▶ **TASK DIRECTIONS**:
Locate and copy each line in the data that contains the word "width".

++++ EXERCISE MATERIALS

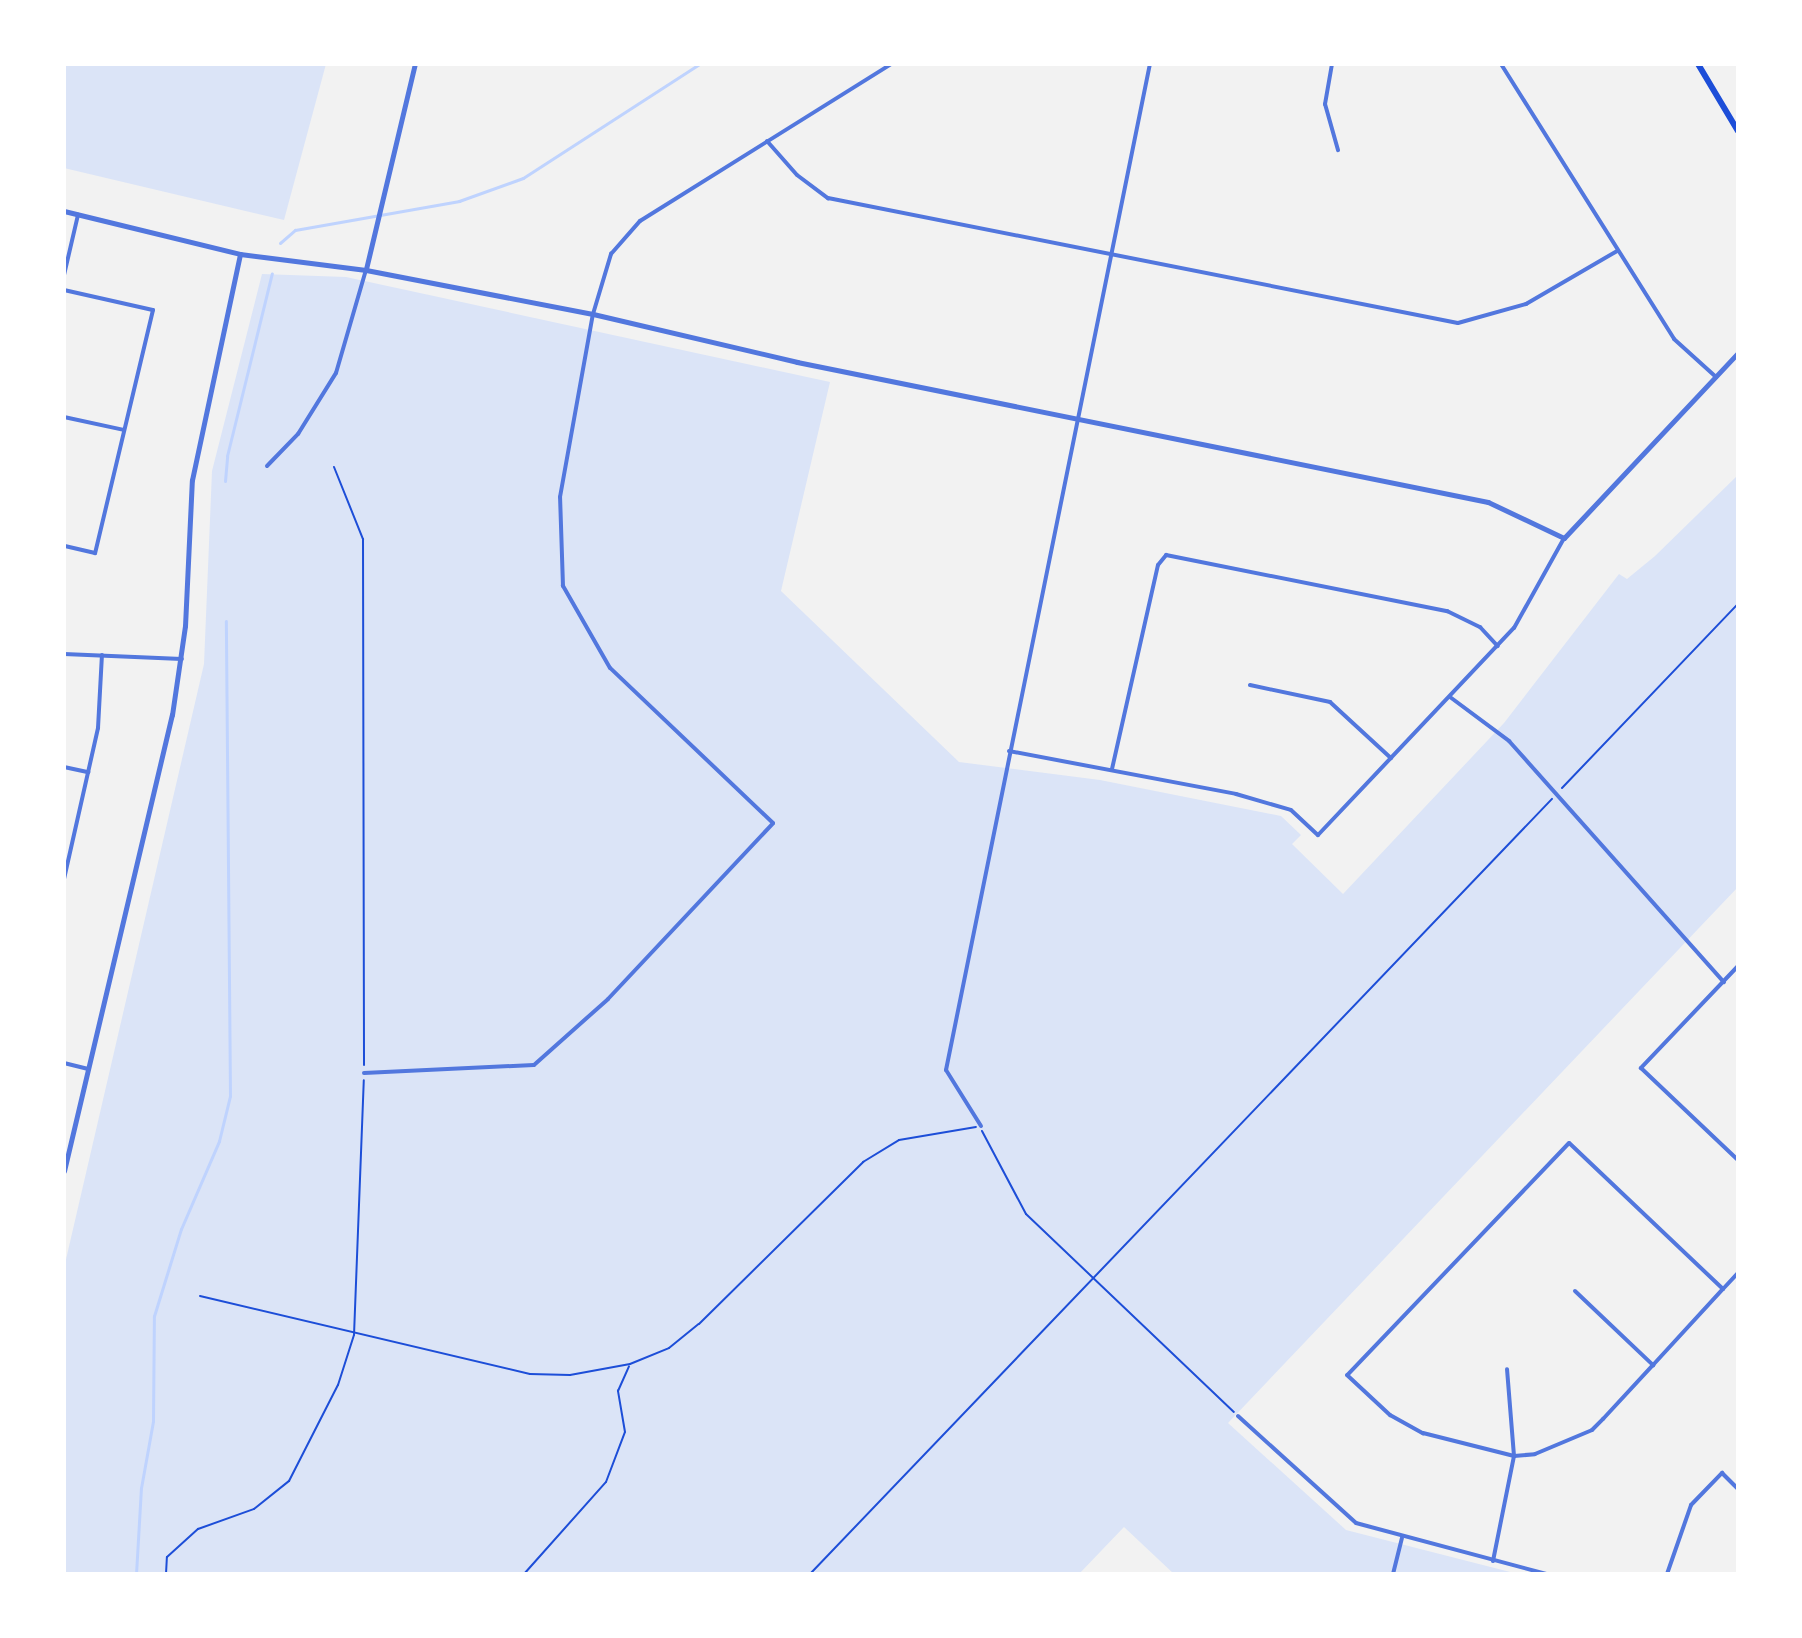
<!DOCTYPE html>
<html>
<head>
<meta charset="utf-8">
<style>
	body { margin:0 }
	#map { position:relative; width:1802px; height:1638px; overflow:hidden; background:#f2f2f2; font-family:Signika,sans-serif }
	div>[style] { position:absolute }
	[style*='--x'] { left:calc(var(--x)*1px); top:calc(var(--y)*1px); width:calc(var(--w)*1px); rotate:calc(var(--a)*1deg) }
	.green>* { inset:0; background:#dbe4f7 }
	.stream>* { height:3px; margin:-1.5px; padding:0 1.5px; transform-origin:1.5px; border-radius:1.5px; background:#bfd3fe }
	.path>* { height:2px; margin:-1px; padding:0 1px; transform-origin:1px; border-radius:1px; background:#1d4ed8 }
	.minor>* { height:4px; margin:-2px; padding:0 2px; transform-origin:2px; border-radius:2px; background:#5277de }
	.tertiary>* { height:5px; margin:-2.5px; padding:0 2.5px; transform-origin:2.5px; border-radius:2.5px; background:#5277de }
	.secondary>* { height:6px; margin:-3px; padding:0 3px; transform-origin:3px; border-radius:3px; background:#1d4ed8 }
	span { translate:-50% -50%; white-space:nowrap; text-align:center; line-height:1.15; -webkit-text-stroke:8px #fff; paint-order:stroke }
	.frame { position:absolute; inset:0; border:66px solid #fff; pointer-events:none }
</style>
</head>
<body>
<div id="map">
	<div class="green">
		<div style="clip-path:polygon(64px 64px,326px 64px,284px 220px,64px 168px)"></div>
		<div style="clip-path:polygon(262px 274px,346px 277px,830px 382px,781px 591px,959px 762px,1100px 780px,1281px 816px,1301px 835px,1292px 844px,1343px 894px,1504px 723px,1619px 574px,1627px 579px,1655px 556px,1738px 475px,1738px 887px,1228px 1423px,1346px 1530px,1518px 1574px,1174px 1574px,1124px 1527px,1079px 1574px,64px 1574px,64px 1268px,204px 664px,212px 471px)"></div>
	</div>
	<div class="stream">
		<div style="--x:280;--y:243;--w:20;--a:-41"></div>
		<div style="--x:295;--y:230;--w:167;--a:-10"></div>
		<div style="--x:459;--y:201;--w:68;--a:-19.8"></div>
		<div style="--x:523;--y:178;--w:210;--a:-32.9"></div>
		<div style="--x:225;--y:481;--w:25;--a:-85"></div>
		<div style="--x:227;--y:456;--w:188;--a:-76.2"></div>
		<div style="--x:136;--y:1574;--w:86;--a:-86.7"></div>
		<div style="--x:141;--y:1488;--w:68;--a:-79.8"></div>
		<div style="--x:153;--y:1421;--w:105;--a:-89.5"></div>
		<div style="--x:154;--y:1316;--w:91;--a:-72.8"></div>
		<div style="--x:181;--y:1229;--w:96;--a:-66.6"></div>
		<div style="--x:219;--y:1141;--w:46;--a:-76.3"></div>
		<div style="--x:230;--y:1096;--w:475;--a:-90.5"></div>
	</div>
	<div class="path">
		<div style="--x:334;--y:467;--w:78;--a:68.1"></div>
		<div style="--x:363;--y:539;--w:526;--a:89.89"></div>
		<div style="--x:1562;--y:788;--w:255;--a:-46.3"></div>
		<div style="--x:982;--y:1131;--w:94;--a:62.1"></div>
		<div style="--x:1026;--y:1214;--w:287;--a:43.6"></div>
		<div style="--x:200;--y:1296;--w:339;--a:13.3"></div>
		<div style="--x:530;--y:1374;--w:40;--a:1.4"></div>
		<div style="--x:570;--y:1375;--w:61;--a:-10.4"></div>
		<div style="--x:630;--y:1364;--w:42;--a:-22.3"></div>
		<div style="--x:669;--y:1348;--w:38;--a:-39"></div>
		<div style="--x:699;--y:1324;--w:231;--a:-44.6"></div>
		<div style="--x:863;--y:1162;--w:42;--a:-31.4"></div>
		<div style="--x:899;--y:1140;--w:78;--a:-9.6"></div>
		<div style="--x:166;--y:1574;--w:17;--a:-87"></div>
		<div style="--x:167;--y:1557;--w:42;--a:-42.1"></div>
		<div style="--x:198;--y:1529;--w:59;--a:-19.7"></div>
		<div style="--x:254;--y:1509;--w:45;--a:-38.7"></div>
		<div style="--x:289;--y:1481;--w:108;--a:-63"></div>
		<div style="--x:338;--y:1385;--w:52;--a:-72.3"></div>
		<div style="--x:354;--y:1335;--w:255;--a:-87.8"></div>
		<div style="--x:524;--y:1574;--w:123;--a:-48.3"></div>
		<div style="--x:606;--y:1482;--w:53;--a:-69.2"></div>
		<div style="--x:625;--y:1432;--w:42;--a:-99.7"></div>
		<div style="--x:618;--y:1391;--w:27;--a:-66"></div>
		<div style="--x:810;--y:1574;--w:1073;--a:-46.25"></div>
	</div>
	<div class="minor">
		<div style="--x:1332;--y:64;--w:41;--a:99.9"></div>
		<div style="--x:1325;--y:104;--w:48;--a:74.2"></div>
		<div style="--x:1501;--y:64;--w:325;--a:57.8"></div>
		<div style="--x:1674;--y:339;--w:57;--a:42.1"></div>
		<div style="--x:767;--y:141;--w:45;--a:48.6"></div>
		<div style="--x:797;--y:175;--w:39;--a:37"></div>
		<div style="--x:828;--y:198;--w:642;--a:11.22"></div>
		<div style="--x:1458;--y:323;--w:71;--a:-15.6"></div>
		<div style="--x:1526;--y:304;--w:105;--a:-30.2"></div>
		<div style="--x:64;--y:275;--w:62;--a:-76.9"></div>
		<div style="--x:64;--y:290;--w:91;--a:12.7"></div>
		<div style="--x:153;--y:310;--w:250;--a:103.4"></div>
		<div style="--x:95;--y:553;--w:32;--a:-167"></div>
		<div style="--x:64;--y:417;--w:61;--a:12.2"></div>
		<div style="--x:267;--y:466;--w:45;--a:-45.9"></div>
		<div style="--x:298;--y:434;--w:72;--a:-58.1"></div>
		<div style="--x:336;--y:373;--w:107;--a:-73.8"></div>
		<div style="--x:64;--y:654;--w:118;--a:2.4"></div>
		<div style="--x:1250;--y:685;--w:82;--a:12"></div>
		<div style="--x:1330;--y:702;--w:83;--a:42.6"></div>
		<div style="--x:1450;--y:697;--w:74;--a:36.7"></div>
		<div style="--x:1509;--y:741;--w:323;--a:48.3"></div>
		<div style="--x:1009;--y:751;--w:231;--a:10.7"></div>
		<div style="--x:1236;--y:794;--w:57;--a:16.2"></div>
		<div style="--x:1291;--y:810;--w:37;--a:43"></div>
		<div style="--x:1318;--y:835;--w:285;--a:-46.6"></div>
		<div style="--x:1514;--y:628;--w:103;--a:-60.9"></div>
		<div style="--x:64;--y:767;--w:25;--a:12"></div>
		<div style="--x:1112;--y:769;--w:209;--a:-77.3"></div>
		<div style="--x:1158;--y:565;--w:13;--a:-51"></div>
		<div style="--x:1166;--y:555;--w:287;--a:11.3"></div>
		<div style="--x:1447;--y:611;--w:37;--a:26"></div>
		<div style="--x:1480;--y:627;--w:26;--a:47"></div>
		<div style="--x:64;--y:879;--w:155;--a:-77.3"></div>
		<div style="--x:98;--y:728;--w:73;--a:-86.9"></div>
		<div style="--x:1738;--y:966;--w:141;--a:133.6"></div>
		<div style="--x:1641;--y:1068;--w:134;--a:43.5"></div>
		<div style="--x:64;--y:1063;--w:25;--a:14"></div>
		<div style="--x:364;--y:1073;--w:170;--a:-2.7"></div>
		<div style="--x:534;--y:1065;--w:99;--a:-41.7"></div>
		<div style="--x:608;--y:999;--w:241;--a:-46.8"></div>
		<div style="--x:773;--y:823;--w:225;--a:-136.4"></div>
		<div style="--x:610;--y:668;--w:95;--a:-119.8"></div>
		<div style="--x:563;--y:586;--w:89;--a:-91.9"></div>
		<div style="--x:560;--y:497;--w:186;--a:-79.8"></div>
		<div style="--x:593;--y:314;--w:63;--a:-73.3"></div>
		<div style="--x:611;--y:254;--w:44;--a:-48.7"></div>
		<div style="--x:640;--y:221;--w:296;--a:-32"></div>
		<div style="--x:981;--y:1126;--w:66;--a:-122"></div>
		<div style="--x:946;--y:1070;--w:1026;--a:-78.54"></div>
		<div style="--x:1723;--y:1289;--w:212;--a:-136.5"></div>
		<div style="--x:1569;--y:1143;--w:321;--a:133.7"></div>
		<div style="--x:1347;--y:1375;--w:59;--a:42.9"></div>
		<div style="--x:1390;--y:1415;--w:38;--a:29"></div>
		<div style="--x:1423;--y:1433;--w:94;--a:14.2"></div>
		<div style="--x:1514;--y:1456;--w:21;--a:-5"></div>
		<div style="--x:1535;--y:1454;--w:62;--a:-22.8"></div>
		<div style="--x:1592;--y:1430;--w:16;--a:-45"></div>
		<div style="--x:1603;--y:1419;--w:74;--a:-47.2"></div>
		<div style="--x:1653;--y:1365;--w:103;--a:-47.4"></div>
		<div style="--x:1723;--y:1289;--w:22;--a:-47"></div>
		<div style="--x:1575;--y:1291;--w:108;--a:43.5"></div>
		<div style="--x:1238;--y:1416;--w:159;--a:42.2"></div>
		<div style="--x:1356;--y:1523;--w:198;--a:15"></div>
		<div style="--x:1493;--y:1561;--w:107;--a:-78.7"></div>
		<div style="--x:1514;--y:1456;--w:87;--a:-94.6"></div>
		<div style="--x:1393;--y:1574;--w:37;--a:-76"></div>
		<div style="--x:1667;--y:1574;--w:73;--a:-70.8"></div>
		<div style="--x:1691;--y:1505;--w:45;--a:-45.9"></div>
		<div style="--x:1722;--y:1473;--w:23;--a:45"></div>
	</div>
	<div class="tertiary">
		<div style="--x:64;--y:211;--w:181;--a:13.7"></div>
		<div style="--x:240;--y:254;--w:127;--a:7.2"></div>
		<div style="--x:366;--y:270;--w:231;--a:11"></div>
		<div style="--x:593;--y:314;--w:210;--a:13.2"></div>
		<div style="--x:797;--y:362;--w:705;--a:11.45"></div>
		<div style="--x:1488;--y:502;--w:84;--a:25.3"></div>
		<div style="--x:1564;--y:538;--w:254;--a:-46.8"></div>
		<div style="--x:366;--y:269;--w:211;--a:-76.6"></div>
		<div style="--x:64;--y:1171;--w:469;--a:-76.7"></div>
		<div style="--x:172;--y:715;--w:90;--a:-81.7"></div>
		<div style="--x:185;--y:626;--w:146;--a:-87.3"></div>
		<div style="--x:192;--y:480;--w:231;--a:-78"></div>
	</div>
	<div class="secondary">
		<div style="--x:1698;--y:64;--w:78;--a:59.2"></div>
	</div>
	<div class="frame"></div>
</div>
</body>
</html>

++++++++

▶ **EXERCISE OUTPUT**:
	#map { position:relative; width:1802px; height:1638px; overflow:hidden; background:#f2f2f2; font-family:Signika,sans-serif }
	[style*='--x'] { left:calc(var(--x)*1px); top:calc(var(--y)*1px); width:calc(var(--w)*1px); rotate:calc(var(--a)*1deg) }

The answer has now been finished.